Architecture Overview
The error handling system needed to work across three distinct layers:
1. UI Layer: React Error Boundaries
2. API Layer: Request/Response Interceptors
3. Runtime Layer: Global Error Handlers
Each layer serves a specific purpose and they work together to create comprehensive coverage.
Layer 1: React Error Boundaries
React's Error Boundary pattern is powerful but limited—it only catches errors during rendering, lifecycle methods, and constructors. It doesn't catch errors in event handlers, async code, or outside the React tree.

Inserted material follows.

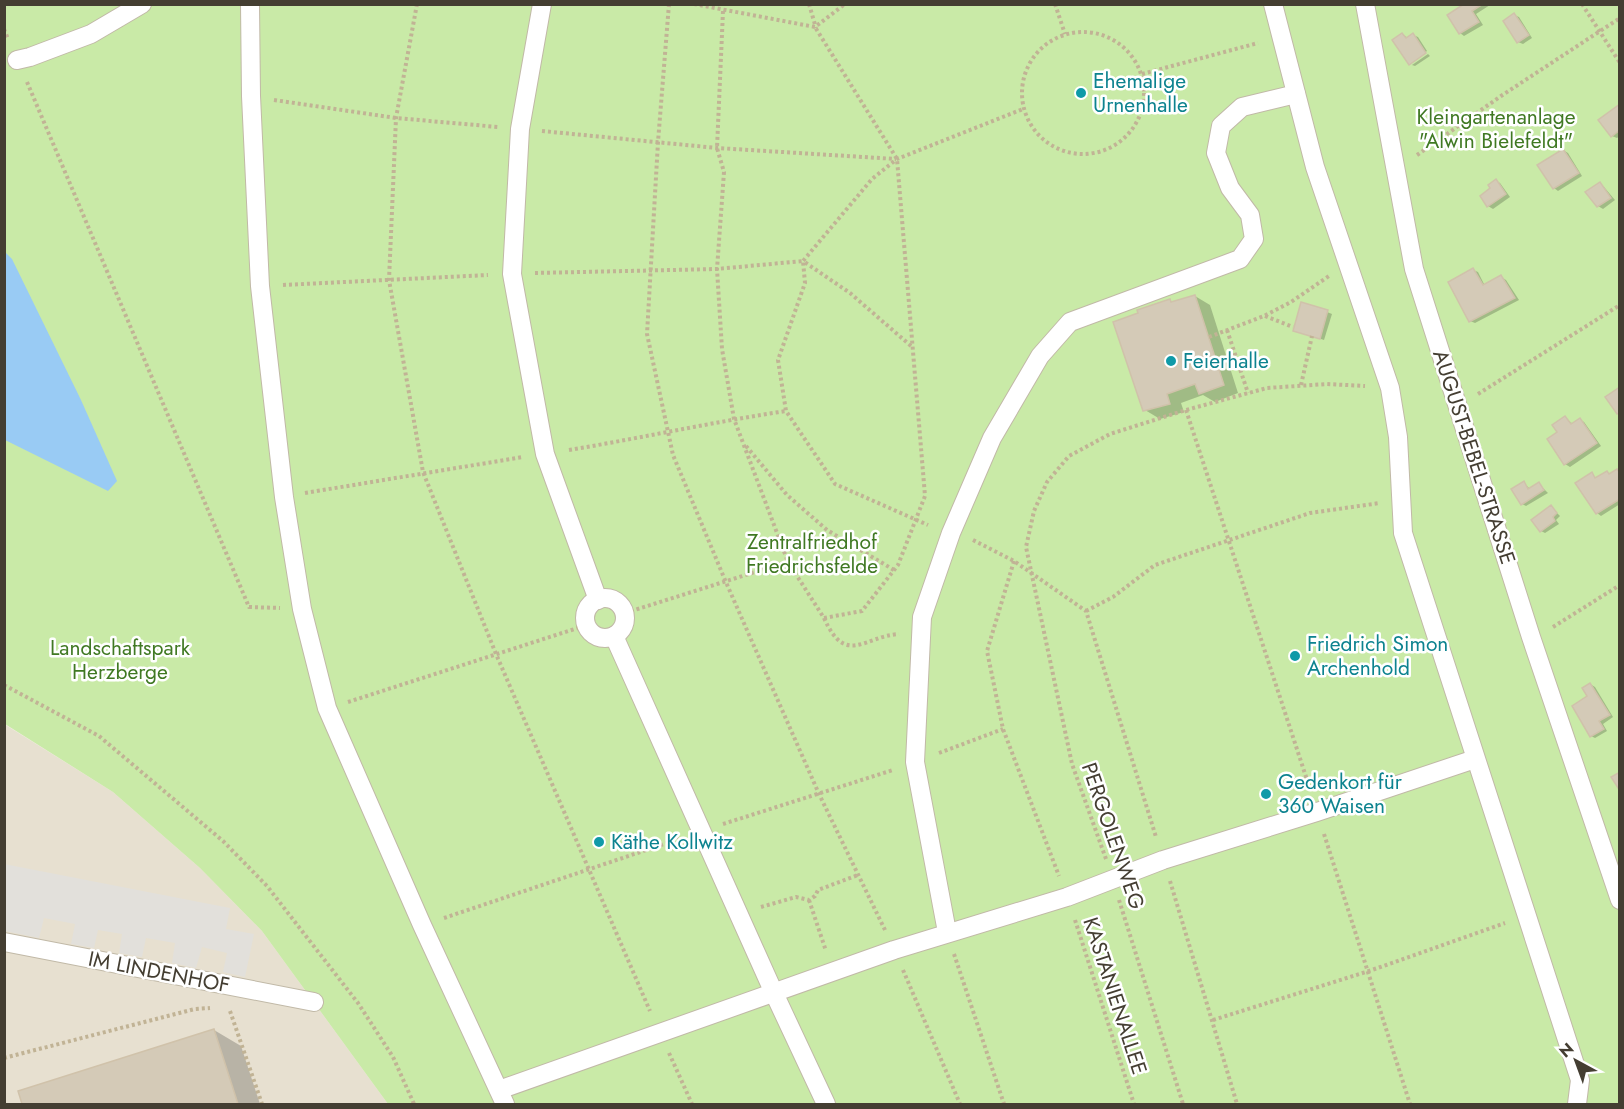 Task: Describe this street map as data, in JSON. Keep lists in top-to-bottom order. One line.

Here's how we implemented a production-grade error boundary:
// ErrorBoundary.tsx
import React, { Component, ErrorInfo, ReactNode } from "react";
import { logErrorToService } from "@/services/errorLogger";
import { ErrorFallback } from "@/components/ErrorFallback";
interface Props {
children: ReactNode;
fallback?: ReactNode;
onError?: (error: Error, errorInfo: ErrorInfo) => void;
isolate?: boolean; // Whether to isolate this boundary
}
interface State {
hasError: boolean;
error: Error | null;
errorInfo: ErrorInfo | null;
}
class ErrorBoundary extends Component {
constructor(props: Props) {
super(props);
this.state = {
hasError: false,
error: null,
errorInfo: null,
};
}
static getDerivedStateFromError(error: Error): Partial<State> {
return { hasError: true, error };
}
componentDidCatch(error: Error, errorInfo: ErrorInfo) {
const { onError } = this.props;
// Capture component stack trace
const errorContext = {
componentStack: errorInfo.componentStack,
timestamp: new Date().toISOString(),
userAgent: navigator.userAgent,
url: window.location.href,
// Capture user context (safely)
userId: this.getUserId(),
sessionId: this.getSessionId(),
};
// Log to monitoring service
logErrorToService({
error,
context: errorContext,
severity: "error",
category: "react-boundary",
});
// Call optional error handler
if (onError) {
onError(error, errorInfo);
}
this.setState({ errorInfo });
}
private getUserId(): string | null {
try {
// Safely extract user ID from your auth system
return localStorage.getItem("userId");
} catch {
return null;
}
}
private getSessionId(): string | null {
try {
return sessionStorage.getItem("sessionId");
} catch {
return null;
}
}
private handleReset = () => {
this.setState({
hasError: false,
error: null,
errorInfo: null,
});
};
render() {
const { hasError, error, errorInfo } = this.state;
const { children, fallback, isolate } = this.props;
if (hasError && error) {
if (fallback) {
return fallback;
}
return (
<ErrorFallback
error={error}
errorInfo={errorInfo}
onReset={this.handleReset}
isolate={isolate}
/>
);
}
return children;
}
}
export default ErrorBoundary;
Strategic Placement
We implemented a hierarchical boundary strategy:
// App.tsx - Global boundary
function App() {
return (
<ErrorBoundary>
<Layout>
{/* Feature-level boundaries */}
<ErrorBoundary isolate fallback={<FeatureAFallback />}>
<FeatureA />
</ErrorBoundary>
<ErrorBoundary isolate fallback={<FeatureBFallback />}>
<FeatureB />
</ErrorBoundary>
</Layout>
</ErrorBoundary>
);
}
Key insight: Isolated boundaries prevent a crash in one feature from taking down the entire app. Users can continue working in other areas while we fix the issue.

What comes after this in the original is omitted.